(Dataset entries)
==========

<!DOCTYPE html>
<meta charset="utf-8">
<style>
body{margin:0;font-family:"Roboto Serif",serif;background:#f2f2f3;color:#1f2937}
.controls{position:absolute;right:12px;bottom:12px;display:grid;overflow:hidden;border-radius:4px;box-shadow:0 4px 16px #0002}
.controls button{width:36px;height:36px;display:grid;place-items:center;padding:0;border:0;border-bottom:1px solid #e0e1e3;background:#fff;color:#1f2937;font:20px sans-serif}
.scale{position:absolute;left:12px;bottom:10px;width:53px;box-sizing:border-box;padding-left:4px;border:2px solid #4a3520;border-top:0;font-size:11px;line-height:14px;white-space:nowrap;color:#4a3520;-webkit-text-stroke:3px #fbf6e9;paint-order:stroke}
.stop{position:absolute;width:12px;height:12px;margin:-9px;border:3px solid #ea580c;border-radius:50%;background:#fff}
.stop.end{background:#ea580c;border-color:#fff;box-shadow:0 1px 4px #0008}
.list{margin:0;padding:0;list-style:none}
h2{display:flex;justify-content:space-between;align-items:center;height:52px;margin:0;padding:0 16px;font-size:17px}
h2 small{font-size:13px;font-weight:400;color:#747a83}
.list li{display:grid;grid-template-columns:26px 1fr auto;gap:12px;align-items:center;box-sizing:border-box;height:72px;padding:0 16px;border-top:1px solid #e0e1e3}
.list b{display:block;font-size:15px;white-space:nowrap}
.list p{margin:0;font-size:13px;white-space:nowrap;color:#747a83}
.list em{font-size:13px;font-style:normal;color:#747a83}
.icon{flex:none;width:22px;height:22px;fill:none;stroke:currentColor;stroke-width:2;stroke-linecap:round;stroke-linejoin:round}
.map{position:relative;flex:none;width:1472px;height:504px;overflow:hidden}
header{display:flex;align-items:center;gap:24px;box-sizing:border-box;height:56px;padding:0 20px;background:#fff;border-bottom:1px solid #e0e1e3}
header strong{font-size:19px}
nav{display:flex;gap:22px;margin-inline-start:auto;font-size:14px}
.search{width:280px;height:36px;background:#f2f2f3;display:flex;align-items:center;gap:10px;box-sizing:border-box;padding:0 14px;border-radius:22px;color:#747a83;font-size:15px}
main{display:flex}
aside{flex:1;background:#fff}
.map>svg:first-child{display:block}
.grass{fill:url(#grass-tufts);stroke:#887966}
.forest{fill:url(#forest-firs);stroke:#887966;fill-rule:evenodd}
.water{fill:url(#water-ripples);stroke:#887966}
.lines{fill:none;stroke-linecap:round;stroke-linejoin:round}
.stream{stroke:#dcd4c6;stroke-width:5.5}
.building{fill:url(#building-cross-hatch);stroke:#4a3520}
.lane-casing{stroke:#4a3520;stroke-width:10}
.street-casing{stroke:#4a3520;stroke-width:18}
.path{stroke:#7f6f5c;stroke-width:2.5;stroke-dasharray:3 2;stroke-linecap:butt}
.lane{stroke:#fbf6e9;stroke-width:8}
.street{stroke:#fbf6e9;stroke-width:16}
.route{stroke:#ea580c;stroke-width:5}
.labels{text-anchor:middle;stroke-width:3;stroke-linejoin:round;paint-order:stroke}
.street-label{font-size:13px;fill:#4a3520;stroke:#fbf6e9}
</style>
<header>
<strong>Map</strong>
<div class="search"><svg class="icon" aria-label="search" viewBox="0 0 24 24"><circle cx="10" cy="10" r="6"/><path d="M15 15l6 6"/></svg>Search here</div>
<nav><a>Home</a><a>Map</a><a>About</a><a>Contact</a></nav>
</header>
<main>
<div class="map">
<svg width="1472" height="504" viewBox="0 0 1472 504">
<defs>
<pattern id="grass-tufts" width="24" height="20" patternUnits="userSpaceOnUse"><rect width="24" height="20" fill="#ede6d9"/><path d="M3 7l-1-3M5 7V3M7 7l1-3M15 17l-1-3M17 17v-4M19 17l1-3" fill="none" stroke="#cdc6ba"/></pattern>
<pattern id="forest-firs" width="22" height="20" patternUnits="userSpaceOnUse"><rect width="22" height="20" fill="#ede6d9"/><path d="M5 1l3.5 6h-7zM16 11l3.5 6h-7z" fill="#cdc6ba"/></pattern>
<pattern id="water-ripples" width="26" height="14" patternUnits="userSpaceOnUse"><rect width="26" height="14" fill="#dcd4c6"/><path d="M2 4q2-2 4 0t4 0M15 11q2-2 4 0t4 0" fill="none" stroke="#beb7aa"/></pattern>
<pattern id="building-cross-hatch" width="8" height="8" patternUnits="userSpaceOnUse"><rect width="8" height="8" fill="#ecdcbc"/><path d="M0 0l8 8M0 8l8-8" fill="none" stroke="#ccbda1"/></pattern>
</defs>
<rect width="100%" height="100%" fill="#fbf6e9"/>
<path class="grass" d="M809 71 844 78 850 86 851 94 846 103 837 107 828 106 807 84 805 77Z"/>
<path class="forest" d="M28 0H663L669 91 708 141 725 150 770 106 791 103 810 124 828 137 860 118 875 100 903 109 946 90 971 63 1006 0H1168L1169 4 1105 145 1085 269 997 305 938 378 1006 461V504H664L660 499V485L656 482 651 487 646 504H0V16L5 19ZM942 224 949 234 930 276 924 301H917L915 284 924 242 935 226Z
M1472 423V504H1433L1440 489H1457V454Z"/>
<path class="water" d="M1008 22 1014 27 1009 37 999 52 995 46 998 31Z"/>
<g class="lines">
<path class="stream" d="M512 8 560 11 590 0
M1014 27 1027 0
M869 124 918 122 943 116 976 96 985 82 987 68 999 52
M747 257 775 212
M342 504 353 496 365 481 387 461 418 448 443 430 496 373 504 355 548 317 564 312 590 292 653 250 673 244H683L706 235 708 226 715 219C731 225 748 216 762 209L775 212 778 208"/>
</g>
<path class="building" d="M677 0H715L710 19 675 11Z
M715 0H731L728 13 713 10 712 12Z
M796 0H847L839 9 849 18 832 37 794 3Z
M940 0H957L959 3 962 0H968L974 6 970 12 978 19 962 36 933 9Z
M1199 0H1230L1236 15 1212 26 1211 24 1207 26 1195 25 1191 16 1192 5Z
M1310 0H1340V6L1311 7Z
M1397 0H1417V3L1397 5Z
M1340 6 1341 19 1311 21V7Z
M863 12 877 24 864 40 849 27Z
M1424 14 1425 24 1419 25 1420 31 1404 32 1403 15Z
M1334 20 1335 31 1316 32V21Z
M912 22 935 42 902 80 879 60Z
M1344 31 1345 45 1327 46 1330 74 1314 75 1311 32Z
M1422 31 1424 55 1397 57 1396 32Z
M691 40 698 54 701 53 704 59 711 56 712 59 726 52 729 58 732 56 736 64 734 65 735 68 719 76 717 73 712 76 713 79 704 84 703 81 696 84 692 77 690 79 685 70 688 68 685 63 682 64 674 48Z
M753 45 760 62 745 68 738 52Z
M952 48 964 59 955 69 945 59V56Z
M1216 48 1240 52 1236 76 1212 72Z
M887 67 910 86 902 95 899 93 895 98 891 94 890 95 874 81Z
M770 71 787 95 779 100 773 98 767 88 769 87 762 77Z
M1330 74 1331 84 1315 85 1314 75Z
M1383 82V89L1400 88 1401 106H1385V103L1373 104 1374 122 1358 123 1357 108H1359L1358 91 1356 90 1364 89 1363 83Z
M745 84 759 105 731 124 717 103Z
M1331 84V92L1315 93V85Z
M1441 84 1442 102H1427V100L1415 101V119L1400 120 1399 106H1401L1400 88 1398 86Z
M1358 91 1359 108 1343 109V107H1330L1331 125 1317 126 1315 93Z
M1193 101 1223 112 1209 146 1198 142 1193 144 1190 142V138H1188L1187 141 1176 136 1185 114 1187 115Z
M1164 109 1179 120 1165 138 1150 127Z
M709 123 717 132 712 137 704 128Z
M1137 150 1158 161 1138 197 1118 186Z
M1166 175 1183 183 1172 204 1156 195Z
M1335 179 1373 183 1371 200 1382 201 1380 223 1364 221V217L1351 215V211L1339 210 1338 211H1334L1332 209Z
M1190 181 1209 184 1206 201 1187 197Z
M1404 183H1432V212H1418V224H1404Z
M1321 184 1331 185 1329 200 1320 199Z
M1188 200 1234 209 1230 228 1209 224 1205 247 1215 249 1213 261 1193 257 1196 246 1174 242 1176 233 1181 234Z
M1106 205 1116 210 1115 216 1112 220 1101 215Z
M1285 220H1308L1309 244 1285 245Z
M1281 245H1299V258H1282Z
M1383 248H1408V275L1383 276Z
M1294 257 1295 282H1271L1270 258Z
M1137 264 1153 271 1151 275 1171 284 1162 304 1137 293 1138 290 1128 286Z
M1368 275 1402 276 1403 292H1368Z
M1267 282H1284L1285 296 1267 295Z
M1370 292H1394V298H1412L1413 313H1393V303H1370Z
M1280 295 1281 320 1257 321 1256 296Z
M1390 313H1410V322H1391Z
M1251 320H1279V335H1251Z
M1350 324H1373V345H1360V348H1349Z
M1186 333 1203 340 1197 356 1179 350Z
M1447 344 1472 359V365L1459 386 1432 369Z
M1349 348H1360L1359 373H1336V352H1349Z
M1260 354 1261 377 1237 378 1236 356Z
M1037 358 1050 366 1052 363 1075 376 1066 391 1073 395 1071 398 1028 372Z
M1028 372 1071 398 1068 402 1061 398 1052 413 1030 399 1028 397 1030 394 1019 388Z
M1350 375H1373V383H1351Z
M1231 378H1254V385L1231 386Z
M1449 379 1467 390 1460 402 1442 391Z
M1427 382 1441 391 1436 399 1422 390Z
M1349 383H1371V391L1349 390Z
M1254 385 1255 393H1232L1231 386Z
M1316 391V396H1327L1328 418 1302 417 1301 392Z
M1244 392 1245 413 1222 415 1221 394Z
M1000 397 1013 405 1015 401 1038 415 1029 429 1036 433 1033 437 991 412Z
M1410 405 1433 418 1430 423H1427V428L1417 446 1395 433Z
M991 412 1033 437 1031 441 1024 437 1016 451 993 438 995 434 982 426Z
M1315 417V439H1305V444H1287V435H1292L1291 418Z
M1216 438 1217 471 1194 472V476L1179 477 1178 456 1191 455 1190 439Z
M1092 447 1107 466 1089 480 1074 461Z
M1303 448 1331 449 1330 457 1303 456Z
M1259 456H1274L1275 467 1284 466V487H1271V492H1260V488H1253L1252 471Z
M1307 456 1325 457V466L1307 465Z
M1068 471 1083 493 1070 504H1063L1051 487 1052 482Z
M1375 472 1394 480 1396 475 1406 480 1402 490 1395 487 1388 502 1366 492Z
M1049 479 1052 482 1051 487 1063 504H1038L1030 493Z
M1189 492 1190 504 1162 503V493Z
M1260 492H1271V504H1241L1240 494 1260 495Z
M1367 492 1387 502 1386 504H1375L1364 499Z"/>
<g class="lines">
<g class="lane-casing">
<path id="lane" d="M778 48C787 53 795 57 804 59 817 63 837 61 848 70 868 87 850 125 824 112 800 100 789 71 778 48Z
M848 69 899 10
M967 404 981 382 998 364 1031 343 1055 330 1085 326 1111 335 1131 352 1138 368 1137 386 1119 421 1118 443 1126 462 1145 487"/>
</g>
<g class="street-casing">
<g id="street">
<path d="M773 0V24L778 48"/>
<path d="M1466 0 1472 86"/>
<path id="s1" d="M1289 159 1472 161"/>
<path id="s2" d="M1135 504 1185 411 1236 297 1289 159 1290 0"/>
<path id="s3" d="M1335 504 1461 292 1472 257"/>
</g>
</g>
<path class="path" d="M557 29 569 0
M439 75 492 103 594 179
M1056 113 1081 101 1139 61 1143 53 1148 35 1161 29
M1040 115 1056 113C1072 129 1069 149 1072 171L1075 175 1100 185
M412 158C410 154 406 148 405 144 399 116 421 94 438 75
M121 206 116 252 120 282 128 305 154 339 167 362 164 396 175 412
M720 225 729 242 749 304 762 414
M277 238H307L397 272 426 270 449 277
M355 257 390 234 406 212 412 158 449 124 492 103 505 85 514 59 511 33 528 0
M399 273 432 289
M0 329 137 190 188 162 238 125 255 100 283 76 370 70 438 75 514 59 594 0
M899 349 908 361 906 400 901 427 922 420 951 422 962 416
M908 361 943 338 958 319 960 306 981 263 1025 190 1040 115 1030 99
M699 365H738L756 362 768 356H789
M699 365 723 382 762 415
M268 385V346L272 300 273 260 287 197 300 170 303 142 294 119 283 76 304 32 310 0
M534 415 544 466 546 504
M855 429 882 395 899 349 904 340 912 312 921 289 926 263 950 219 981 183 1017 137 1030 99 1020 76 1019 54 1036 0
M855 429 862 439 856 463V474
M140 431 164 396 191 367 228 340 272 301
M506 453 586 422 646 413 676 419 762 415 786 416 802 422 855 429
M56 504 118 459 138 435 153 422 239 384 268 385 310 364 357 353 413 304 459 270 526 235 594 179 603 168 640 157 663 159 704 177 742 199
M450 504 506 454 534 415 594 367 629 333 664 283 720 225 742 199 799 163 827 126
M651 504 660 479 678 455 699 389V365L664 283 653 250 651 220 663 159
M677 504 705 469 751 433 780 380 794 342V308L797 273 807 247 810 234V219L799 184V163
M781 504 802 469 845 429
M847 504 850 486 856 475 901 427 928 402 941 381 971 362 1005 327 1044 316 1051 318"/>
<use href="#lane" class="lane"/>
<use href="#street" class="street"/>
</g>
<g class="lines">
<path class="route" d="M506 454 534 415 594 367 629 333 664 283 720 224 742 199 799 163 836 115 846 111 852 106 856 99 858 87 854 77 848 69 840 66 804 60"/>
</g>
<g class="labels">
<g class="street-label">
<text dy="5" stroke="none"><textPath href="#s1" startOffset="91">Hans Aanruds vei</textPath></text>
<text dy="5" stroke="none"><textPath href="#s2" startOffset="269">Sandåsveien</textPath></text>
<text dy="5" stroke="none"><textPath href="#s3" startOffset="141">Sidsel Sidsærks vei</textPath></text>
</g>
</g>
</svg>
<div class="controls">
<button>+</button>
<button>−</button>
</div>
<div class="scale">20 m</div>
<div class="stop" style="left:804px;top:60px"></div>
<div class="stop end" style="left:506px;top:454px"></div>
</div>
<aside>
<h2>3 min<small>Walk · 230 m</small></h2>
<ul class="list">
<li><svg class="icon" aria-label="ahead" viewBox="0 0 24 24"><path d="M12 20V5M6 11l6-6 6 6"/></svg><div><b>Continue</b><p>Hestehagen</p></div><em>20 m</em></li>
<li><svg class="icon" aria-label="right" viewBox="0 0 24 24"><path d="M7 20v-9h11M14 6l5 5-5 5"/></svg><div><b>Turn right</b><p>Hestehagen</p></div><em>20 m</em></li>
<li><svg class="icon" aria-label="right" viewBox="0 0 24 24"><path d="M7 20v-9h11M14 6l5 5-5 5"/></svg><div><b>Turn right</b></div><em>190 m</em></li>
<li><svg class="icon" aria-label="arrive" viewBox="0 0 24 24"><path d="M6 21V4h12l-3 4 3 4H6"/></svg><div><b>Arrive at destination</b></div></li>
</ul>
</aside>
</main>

==========

Check each line of the data above for the word "controls". Report how many lines have it, and nothing else.

3